Pull every line of the entries that has the word "Маршрут".

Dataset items
=-=-=-=-=
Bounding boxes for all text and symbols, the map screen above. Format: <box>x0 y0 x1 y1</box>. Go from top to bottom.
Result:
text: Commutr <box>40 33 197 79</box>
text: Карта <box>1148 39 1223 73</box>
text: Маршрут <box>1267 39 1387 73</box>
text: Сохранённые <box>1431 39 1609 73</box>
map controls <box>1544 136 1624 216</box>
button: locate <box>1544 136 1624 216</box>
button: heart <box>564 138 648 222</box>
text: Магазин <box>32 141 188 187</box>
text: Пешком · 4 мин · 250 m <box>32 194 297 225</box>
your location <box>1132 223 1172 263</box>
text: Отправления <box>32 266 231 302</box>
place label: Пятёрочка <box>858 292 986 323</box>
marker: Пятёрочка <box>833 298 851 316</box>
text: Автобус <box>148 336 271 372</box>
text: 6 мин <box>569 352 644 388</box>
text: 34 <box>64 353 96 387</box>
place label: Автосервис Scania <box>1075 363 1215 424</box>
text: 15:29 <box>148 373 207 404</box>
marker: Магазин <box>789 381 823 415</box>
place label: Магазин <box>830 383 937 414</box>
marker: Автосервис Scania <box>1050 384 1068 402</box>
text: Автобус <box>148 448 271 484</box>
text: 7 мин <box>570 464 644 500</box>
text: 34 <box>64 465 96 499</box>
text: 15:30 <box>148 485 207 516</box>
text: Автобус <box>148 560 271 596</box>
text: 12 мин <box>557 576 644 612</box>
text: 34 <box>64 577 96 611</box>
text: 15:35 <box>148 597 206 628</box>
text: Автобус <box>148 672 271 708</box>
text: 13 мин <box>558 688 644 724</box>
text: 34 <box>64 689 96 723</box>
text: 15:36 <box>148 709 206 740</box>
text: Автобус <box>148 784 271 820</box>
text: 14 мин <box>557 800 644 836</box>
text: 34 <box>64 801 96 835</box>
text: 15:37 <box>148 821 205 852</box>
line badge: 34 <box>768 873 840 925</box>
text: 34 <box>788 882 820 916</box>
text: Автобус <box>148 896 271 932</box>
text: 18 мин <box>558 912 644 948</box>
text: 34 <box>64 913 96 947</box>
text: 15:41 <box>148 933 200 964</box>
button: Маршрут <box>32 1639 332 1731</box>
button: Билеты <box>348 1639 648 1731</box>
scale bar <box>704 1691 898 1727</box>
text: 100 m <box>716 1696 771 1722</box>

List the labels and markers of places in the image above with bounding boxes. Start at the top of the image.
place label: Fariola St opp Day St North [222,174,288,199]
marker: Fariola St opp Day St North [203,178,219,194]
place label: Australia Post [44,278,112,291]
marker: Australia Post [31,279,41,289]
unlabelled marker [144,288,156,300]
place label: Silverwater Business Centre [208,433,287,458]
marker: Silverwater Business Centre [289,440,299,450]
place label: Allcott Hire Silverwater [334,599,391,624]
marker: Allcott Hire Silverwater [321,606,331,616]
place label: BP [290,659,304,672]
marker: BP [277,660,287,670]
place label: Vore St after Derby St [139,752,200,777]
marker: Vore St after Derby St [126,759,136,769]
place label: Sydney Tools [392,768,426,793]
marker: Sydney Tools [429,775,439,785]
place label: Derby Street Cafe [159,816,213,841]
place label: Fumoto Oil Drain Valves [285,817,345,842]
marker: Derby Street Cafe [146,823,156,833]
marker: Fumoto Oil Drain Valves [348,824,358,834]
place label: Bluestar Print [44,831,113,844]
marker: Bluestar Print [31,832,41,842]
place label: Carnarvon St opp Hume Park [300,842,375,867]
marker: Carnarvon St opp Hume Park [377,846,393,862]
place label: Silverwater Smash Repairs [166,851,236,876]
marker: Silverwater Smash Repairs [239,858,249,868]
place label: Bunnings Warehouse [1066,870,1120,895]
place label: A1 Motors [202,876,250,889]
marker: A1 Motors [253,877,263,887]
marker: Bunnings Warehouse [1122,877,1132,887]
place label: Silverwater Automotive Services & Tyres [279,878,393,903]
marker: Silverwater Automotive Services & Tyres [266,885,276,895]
=-=-=-=-=
WRITTEN REPLY>
text: Маршрут <box>1267 39 1387 73</box>
button: Маршрут <box>32 1639 332 1731</box>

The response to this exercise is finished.